Romano/Vignolo/Zulfikarpasic (Sunside - 20 Août 2005)
Samizdjazz y était hier, et son billet fait résolument le tour de la question. Je me contenterai de quelques remarques :
- La liste des morceaux semble très proche entre les deux soirées ; les seules différences que je repère sont qu'ils ont joué "Song for Elis" dans le deuxième set, et qu'il a chanté, en final, avant "Estate", "Les clowns", une chanson de Giani Esposito.

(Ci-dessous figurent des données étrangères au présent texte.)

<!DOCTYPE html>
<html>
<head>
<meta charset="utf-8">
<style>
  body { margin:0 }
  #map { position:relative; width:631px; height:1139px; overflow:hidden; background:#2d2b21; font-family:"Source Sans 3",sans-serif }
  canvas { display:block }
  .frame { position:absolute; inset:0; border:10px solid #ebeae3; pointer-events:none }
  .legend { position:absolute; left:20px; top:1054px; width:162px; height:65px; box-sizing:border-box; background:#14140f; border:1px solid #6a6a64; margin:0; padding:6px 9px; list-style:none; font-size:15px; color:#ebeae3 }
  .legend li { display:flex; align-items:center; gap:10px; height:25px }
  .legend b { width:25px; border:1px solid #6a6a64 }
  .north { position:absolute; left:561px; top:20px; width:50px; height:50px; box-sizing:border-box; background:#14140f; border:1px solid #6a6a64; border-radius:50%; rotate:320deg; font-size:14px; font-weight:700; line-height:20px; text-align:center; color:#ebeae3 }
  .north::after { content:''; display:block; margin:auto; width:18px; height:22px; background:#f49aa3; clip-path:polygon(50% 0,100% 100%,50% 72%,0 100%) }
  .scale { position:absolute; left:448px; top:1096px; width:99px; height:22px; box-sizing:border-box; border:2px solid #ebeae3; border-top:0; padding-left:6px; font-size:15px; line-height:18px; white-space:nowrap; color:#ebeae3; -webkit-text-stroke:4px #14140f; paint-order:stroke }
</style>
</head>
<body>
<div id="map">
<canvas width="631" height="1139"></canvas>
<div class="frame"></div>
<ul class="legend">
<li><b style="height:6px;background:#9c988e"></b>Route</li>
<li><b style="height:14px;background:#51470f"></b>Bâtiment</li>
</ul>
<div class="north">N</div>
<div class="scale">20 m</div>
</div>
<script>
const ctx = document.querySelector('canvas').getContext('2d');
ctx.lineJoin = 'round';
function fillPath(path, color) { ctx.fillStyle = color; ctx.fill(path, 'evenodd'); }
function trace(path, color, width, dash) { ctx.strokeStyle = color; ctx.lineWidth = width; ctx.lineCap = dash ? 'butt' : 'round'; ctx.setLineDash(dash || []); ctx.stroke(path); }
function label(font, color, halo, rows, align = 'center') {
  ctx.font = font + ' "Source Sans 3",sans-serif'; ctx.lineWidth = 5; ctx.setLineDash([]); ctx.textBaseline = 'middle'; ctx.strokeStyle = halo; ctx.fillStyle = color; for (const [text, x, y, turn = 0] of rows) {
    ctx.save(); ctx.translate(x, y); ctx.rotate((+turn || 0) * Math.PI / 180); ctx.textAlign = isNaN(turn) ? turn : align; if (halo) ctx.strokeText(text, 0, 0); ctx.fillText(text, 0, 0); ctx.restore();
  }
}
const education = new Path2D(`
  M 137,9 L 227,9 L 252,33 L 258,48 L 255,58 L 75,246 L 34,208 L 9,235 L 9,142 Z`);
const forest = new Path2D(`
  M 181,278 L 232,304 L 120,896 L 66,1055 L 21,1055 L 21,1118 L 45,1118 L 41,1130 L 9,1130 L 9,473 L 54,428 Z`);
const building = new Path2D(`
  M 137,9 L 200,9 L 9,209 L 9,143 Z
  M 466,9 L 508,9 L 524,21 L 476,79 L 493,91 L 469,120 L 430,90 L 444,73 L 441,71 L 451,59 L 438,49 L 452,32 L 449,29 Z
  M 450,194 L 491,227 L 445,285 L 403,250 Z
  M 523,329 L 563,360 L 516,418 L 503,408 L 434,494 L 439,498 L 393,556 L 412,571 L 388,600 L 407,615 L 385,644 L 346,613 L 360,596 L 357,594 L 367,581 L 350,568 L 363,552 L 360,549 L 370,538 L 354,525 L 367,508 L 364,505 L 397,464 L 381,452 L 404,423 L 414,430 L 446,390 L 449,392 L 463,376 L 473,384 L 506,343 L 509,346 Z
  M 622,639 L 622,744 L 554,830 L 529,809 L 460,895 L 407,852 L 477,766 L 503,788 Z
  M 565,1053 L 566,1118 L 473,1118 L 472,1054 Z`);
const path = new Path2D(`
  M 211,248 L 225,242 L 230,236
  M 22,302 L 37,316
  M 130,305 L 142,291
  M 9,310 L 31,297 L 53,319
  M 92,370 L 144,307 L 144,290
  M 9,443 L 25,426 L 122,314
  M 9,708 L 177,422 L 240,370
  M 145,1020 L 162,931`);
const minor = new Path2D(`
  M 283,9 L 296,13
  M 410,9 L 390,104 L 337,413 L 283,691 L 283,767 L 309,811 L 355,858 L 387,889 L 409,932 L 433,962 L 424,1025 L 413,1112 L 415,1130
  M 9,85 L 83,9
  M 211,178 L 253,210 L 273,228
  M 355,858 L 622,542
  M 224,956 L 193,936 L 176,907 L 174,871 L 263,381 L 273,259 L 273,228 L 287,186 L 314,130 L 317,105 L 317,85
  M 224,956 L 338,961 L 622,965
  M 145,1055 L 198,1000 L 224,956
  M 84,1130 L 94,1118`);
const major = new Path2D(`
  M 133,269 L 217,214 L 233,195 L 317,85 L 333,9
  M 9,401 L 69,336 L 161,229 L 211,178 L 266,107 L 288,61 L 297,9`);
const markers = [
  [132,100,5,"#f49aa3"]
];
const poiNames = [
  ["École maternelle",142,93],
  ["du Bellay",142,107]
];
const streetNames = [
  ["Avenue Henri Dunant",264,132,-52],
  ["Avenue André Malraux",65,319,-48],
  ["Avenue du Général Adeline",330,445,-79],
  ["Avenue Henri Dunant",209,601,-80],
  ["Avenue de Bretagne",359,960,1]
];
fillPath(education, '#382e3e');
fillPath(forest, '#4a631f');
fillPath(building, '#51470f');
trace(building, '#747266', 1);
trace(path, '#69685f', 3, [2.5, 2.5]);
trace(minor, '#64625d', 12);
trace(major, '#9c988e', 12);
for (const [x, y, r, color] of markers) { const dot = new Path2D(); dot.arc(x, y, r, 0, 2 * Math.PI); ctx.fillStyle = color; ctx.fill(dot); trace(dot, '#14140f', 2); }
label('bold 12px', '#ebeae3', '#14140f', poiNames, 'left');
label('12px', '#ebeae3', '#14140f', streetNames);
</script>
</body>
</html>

- Dans le premier set, j'ai particulièrement aimé le morceau "Pétionville" (sur la banlieue de Port-Au-Prince), où Bojan Z. s'est lancé dans de la haute voltige, constamment à la limite de la rupture harmonique, comme flirtant à distance avec la mélodie pour soudain y retomber pleins pieds, créant une tension constante presque douloureuse, d'une rare intensité.

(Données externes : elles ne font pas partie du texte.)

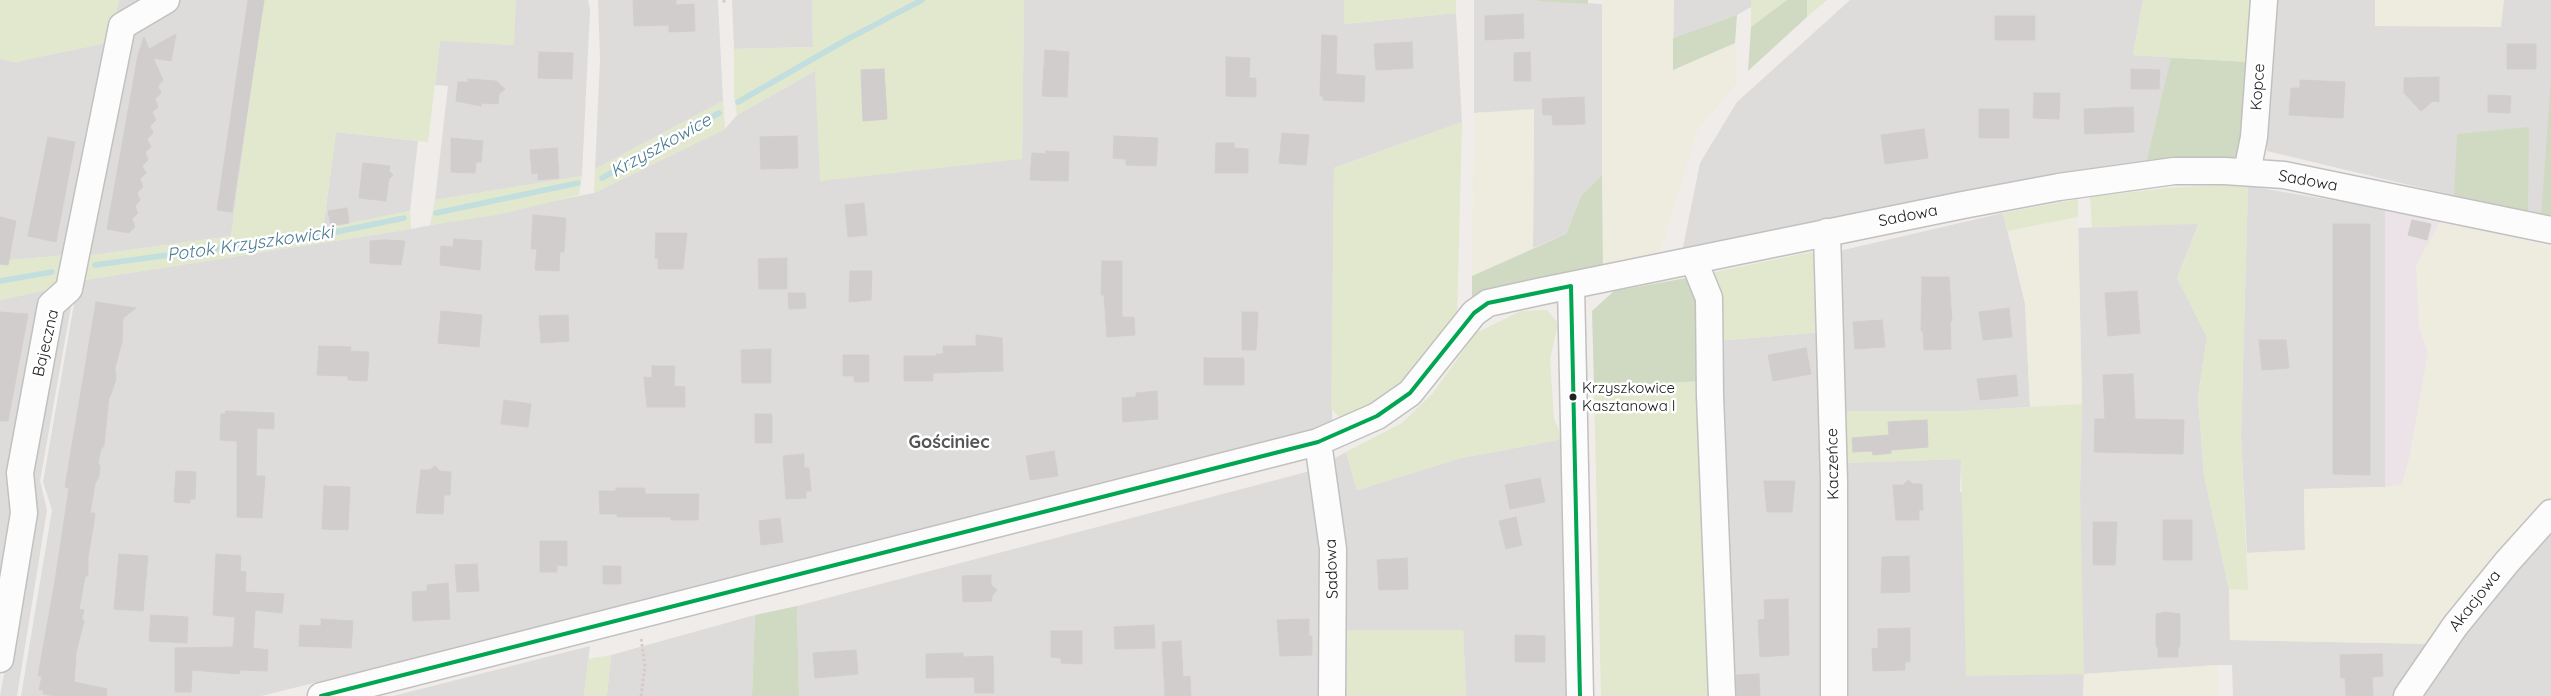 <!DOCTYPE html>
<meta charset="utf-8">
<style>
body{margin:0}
canvas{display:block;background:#efecea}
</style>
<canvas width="2551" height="696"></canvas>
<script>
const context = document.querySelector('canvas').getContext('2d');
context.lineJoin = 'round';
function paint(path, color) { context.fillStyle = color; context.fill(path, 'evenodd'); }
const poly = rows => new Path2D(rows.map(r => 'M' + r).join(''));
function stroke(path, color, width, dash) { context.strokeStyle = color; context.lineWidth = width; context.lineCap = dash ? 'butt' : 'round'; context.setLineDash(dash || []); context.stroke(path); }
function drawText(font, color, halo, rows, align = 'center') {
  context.font = font + ' Quicksand,sans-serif'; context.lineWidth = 5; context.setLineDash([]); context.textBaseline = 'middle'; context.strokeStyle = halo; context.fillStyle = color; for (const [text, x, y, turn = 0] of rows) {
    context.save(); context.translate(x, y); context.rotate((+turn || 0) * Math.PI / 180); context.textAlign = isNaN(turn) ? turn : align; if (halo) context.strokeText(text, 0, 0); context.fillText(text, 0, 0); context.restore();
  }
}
paint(poly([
 [119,0,264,0,231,236,86,256,67,255,0,261,0,59,15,62,110,42],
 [516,0,588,0,590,10,582,176,435,200,448,86,435,85,440,40,513,45],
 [598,0,718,0,723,101,595,169,600,59],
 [732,0,812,0,813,47,734,49],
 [1024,0,1344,0,1345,24,1456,13,1462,122,1334,168,1332,425,790,565,261,696,21,696,52,510,43,482,78,281,411,229,594,193,725,129,737,115,815,71,1022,159],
 [1474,0,1538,0,1602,4,1602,175,1581,196,1566,234,1533,248,1534,110,1474,113],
 [1674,0,1751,0,1751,7,1737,15,1673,38],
 [1850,0,2143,0,2133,55,2247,62,2238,157,2179,159,1682,252,1700,163,1737,102],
 [2271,0,2551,0,2551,219,2267,151],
 [336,132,418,141,410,211,323,229],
 [2248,186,2385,209,2385,487,2304,489,2305,550,2247,553,2241,436],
 [2003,213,2025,303,2030,407,1962,411,1838,411,1839,251],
 [2199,223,2177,278,2207,337,2198,397,2204,475,2229,589,2230,640,2434,644,2400,696,2233,696,2232,665,2218,665,2084,674,2083,696,1841,696,1840,463,1961,459,1960,492,2080,488,2082,404,2078,228],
 [51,289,0,612,0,300],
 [1823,332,1828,696,1714,696,1704,342],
 [1563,439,1567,696,1466,696,1463,630,1343,630,1328,462,1346,452,1357,490,1461,458],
 [1314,470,1327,552,1326,696,799,696,797,606],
 [2551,523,2551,696,2420,696,2527,552],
 [755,615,752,696,607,696,611,655],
 [590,646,584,696,393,696]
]), '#dedcdb');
paint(poly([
 [2385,209,2441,220,2419,326,2428,352,2410,454,2402,484,2385,487]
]), '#ece3e9');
paint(poly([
 [61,300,72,301,40,481,47,510,17,696,0,696,35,506,28,484],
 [609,677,625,678,623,696,607,696]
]), '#dddcdb');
paint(poly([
 [1602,0,1674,0,1673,69,1735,43,1736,84,1697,131,1660,252,1603,267],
 [2375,0,2504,0,2501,27,2375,26],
 [1534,109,1533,248,1472,276,1474,113],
 [2078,217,2082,404,2030,407,2025,303,2008,231],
 [2441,220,2551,247,2551,498,2434,644,2230,640,2229,589,2248,590,2247,553,2305,550,2304,489,2385,487,2402,484,2410,454,2428,352,2419,326,2416,265],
 [2218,665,2218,696,2083,696,2084,674]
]), '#eeebdf');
paint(poly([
 [0,0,119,0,110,42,15,62,0,59],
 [264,0,516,0,514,45,440,41,428,142,336,132,323,228,410,211,411,229,78,281,86,256,231,236],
 [812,0,1024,0,1022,159,820,181,815,71,737,115,734,96,734,49,813,47],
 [1344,0,1456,0,1456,13,1344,24],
 [1751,0,1787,0,1751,27],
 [1807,0,1827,0,1807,17],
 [2143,0,2251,0,2247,62,2133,55],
 [723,101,725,129,594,193,595,169],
 [1462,122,1457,318,1409,380,1342,420,1331,408,1334,168],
 [582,176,579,195,502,214,430,225,435,200],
 [2224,185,2248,186,2241,436,2248,590,2229,589,2204,475,2198,397,2207,337,2177,278,2199,224,2092,227,2090,197,2168,188],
 [2078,199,2078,217,2008,231,2003,213],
 [1821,250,1823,332,1714,341,1710,273],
 [67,255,62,287,0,300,0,261],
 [1547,310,1558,323,1550,359,1554,419,1563,439,1461,458,1357,490,1346,452,1402,423,1433,393,1476,333,1521,311],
 [1705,381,1714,696,1601,696,1594,386],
 [2082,404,2080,488,2084,674,1966,676,1961,459,1840,463,1838,411,1962,411],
 [1343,630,1463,630,1466,696,1342,696],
 [611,655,607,696,584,696,588,659]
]), '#e1e8cd');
paint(poly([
 [1538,0,1588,0,1588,4,1538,1],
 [1787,0,1807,0,1807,17,1748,71,1751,27],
 [1737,15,1735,43,1673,70,1673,38],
 [2171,58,2247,62,2238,157,2179,159,2146,164],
 [2551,79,2551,219,2541,217],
 [2529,127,2528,214,2454,195,2457,134],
 [1602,175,1603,267,1472,302,1472,276,1566,234,1581,196],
 [1692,277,1703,300,1705,381,1594,386,1592,311,1614,291],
 [797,606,799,696,752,696,755,615]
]), '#d0dac2');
stroke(poly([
 [738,102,844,41,922,0],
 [602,178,719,113],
 [436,213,578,183],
 [95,265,331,233,404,218],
 [0,281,52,272]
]), '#c2dede', 5.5);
const building = poly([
 [248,0,264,0,232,212,217,210,248,0],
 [633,0,676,0,676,5,694,4,695,31,669,32,669,25,634,26,633,0],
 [1523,14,1524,38,1485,40,1485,16,1523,14],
 [1995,16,2035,16,2035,40,1995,40,1995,16],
 [176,34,171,61,153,58,163,80,158,86,161,93,155,99,158,107,152,112,156,120,150,126,153,133,147,139,151,147,145,152,148,160,142,166,146,173,140,179,143,187,137,193,140,200,135,206,138,213,132,219,135,227,129,233,107,229,138,55,144,37,149,49,176,34],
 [1322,35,1337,36,1336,74,1365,76,1364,102,1323,100,1323,96,1320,96,1322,35],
 [1412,42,1413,68,1376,70,1374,44,1412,42],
 [2507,44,2536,44,2536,69,2507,69,2507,44],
 [1045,50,1069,52,1067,97,1042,96,1045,50],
 [539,52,573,53,572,79,538,78,539,52],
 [1530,52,1531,81,1514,81,1514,53,1530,52],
 [1226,57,1250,58,1249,78,1256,78,1256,97,1226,96,1226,57],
 [884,69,887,119,863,121,861,70,884,69],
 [2131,69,2160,70,2159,89,2131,89,2131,69],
 [2439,77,2439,102,2433,101,2421,111,2404,93,2404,78,2439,77],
 [468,79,496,81,505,89,499,94,498,104,482,103,481,106,456,101,458,82,468,82,468,79],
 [2300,80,2345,82,2343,118,2289,115,2291,88,2300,88,2300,80],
 [2034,93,2060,93,2059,119,2033,118,2034,93],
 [2488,95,2511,96,2510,113,2488,112,2488,95],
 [1584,97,1585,124,1553,125,1552,115,1543,115,1542,99,1584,97],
 [2133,107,2134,132,2085,134,2084,109,2133,107],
 [1979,109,2009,109,2009,138,1979,138,1979,109],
 [1924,129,1928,158,1885,164,1881,135,1924,129],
 [1282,133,1309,135,1306,165,1279,163,1282,133],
 [797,136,798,168,761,169,760,137,797,136],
 [1114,136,1158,138,1156,166,1126,165,1126,159,1113,158,1114,136],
 [48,137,75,142,56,242,28,236,48,137],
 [451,138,483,141,481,162,476,162,475,173,451,172,451,138],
 [1216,143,1234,143,1234,148,1248,149,1248,173,1215,173,1216,143],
 [557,148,559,178,538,180,538,173,532,174,530,150,557,148],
 [1046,151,1069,152,1068,181,1030,180,1032,153,1046,154,1046,151],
 [363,163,390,166,389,171,393,175,389,179,386,201,359,198,363,163],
 [864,203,867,235,848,237,845,205,864,203],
 [347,208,349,223,331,226,328,211,347,208],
 [533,215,566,218,564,252,560,252,559,271,535,270,537,249,531,249,533,215],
 [0,217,16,221,8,265,0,264,0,217],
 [2412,220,2431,224,2427,240,2408,235,2412,220],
 [2333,224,2370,224,2370,475,2333,474,2333,224],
 [656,233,687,233,683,269,658,269,658,258,655,258,656,233],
 [454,239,482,241,480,270,440,265,441,246,453,247,454,239],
 [384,240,405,241,401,265,370,263,370,241,384,240],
 [787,258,787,289,759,289,758,259,787,258],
 [1102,261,1122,261,1122,317,1134,317,1135,335,1107,337,1104,295,1101,295,1102,261],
 [850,271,872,271,871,300,849,302,850,271],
 [1922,277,1949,277,1952,321,1950,321,1951,349,1924,350,1923,331,1921,331,1922,277],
 [2137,291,2140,333,2108,336,2105,293,2137,291],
 [788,293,805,293,806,308,789,309,788,293],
 [96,302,136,308,123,318,122,342,115,368,116,379,110,397,109,396,104,446,101,449,98,463,100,466,99,476,95,484,90,513,95,513,94,522,88,557,88,575,85,577,79,609,84,610,82,618,84,621,76,653,74,682,107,689,106,696,55,696,43,694,44,690,39,690,42,676,38,676,55,581,69,488,65,487,96,302],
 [2009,308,2012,337,1983,340,1979,312,2009,308],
 [441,311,482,315,479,347,438,343,441,311],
 [0,312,28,314,8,421,0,421,0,312],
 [1242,312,1258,312,1256,350,1242,350,1242,312],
 [568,315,569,341,541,343,539,316,568,315],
 [1882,320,1885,347,1855,349,1853,322,1882,320],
 [976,335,1002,338,1003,371,933,373,933,381,904,381,904,356,936,356,936,354,943,354,943,346,976,346,976,335],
 [2259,340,2286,340,2289,368,2262,370,2259,340],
 [319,346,351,347,350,351,369,352,367,381,348,380,348,376,317,375,319,346],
 [1806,348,1811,374,1773,381,1768,355,1806,348],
 [771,349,771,383,742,383,741,350,771,349],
 [843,355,869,355,869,382,854,382,854,376,843,376,843,355],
 [1204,358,1244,358,1244,385,1204,385,1204,358],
 [652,366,675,366,674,386,685,387,685,407,647,407,644,377,652,378,652,366],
 [2133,374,2135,419,2184,420,2183,454,2094,452,2095,419,2105,419,2103,375,2133,374],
 [2016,375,2018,396,1980,400,1977,379,2016,375],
 [1157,391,1158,419,1123,422,1122,398,1136,397,1136,393,1157,391],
 [504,400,531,404,528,427,501,424,504,400],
 [226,411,274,413,274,429,257,428,256,476,265,476,262,518,237,517,237,441,220,440,221,414,225,414,226,411],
 [755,414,772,414,772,443,755,443,755,414],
 [1927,420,1928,447,1891,450,1891,453,1873,455,1872,451,1853,452,1852,438,1889,435,1888,422,1927,420],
 [1054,451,1058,476,1030,480,1026,456,1054,451],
 [804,454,804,468,809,468,811,491,806,491,806,498,786,499,783,456,804,454],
 [435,466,440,471,451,472,450,495,444,495,443,514,416,513,421,470,430,470,435,466],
 [176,471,196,472,195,499,190,499,190,503,174,502,176,471],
 [1540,478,1545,502,1510,509,1505,485,1540,478],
 [1908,480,1913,484,1922,484,1923,510,1919,510,1919,520,1896,520,1893,485,1903,485,1908,480],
 [1764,481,1795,481,1792,512,1767,512,1764,481],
 [324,486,350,487,348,530,322,529,324,486],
 [616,488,645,488,645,494,699,494,698,520,671,520,671,517,617,517,617,514,600,514,599,491,616,491,616,488],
 [1516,517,1522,545,1506,549,1499,521,1516,517],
 [780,518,783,542,761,545,759,521,780,518],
 [2163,520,2192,520,2192,560,2163,560,2163,520],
 [2093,522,2117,522,2115,565,2093,565,2093,522],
 [540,541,567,541,567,566,557,565,557,572,540,572,540,541],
 [119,554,148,556,143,611,114,609,119,554],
 [216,554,241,556,240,571,246,572,245,592,284,594,282,613,255,610,253,648,268,650,267,671,240,670,239,674,192,670,191,692,175,692,175,648,233,647,235,617,213,615,216,554],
 [1909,556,1910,592,1881,593,1882,557,1909,556],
 [1407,558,1408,589,1379,590,1377,560,1407,558],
 [477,564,479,591,457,592,455,565,477,564],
 [603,566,621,566,621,584,603,584,603,566],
 [991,575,991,585,997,590,992,596,992,601,963,602,962,576,991,575],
 [448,583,450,619,413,621,412,592,427,591,427,585,448,583],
 [1788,599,1789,655,1760,657,1758,620,1765,619,1764,600,1788,599],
 [2165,612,2180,614,2180,647,2178,647,2178,657,2158,657,2158,647,2156,647,2156,614,2165,612],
 [151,615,188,617,187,643,149,641,151,615],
 [321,619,353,621,351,648,299,646,300,625,321,626,321,619],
 [1309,619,1309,636,1312,636,1312,655,1280,656,1277,620,1309,619],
 [1154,625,1155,648,1115,649,1114,627,1154,625],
 [1910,628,1910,662,1905,662,1905,670,1873,671,1872,648,1878,649,1878,629,1910,628],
 [1051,631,1082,631,1082,664,1061,663,1061,658,1051,657,1051,631],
 [1515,635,1545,636,1545,662,1515,662,1515,635],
 [1181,641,1183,677,1190,676,1191,696,1165,696,1162,642,1181,641],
 [856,650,858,674,815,678,813,653,856,650],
 [963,653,963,657,993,656,994,693,975,693,974,677,926,678,926,654,963,653],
 [2382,654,2383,676,2372,677,2373,696,2346,696,2345,678,2341,678,2340,655,2382,654],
 [1759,674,1760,696,1737,696,1736,675,1759,674]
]);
paint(building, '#d0cdcc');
stroke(building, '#d2cecc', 1);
const minor = poly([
 [2247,172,2254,137,2264,0],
 [1827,232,1834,482,1834,696],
 [1694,261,1709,298,1710,396,1722,696],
 [1571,286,1580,696],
 [1318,442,1333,549,1332,696],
 [0,659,24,513,20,473,51,305,69,289,122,26,166,0],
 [321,696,1318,442,1377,416,1410,393,1474,313,1488,303,1538,292,1963,205,2059,187,2174,171,2225,171,2284,175,2551,230],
 [2407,696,2455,626,2507,562,2551,513]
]);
stroke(minor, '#c2c1c0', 29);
stroke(poly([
 [724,0,724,3],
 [641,696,645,666,641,637]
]), '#d6c9ca', 3, [2.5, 2.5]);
stroke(minor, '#fdfcfc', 26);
stroke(poly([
 [1571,286,1580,696],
 [321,696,1318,442,1377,416,1410,393,1474,313,1488,303,1571,286]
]), '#00a651', 4);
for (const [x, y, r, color] of [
 [1573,397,4.5,"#212121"]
]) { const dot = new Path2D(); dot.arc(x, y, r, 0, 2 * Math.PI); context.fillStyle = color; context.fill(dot); stroke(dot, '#fff', 2); }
drawText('15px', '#212121', '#fff', [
 ["Krzyszkowice",1582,388],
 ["Kasztanowa I",1582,406]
], 'left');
drawText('16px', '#212121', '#fff', [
 ["Kopce",2258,87,-86],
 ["Sadowa",2308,181,10],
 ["Sadowa",1908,216,-11],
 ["Bajeczna",46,343,-77],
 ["Kaczeńce",1833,464,-91],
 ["Sadowa",1332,569,-92],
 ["Akacjowa",2475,601,-52]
]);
drawText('italic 18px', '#4c7c91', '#fff', [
 ["Krzyszkowice",661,146,-29],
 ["Potok Krzyszkowicki",250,244,-8]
]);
drawText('bold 18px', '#545454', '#fff', [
 ["Gościniec",949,443]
]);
</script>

- Le travail autour de "Caravan" fut jubilatoire, comme un patchwork de styles et d'ambiances, où le thème ellingtonien, parfois sensuel, parfois virevoltant, parfois abrupt, servirait de couture
- Aldo Romano présente assez étrangement ses morceaux, entre le désir d'indiquer la part d'intime qu'il y a mis, et une répugnance à le faire. Nous n'eûmes pas droit au couplet sur les chanteurs français, mais à l'évocation des circonstances d'écriture de "Anny's Lullaby", chanson écrite pour sa compagne alors en instance de rupture, comme un test pour savoir à sa réaction si leur histoire allait ou non continuer (le résultat n'a pas été dit) ; mais cela fut dit au milieu de digressions, de reculs, de reprises, comme une timidité assez paradoxale mais finalement touchante.
- Dans le deuxième set, le pic d'émotion fut pour moi "Groznjan Blue" de Bojan Z., délicatement poignant.
- Le final fut riche en anecdotes. Comme Bojan Z. ne connaissait pas "Les Clowns", Aldo Romano lui indique les deux accords, puis précise qu'il lui faut la tierce, parce qu''il n'est pas comme Henri Texier, et demande la confirmation de la présence du Mib dans son accord de Ré ! "Private joke" assurément.
- "Estate" est encore plus étonnant. Une corde du piano ayant laché, une note devient pratiquement injouable, la pédale d'effet lui donnant une couleur particulièrement métallique. Bojan Z. utilise alors cet effet comme sur un piano préparé, y martelant un petit rythme, comme une cloche oubliée dans le souvenir évoqué par la chanson. Du grand grand art d'improvisation...
- S'ils font un disque ensemble, je suis sur qu'ils devront se coltiner des comparaisons avec le premier trio mythique de Bill Evans ; les parentés de Rémi Vignolo et de Scott LaFaro, d'une part, et de Aldo Romano et de Paul Motian, d'autre part, sont indéniables, même si cela ne donne qu'une partie de leur palette. Mais c'est dire la qualité de leur jeu.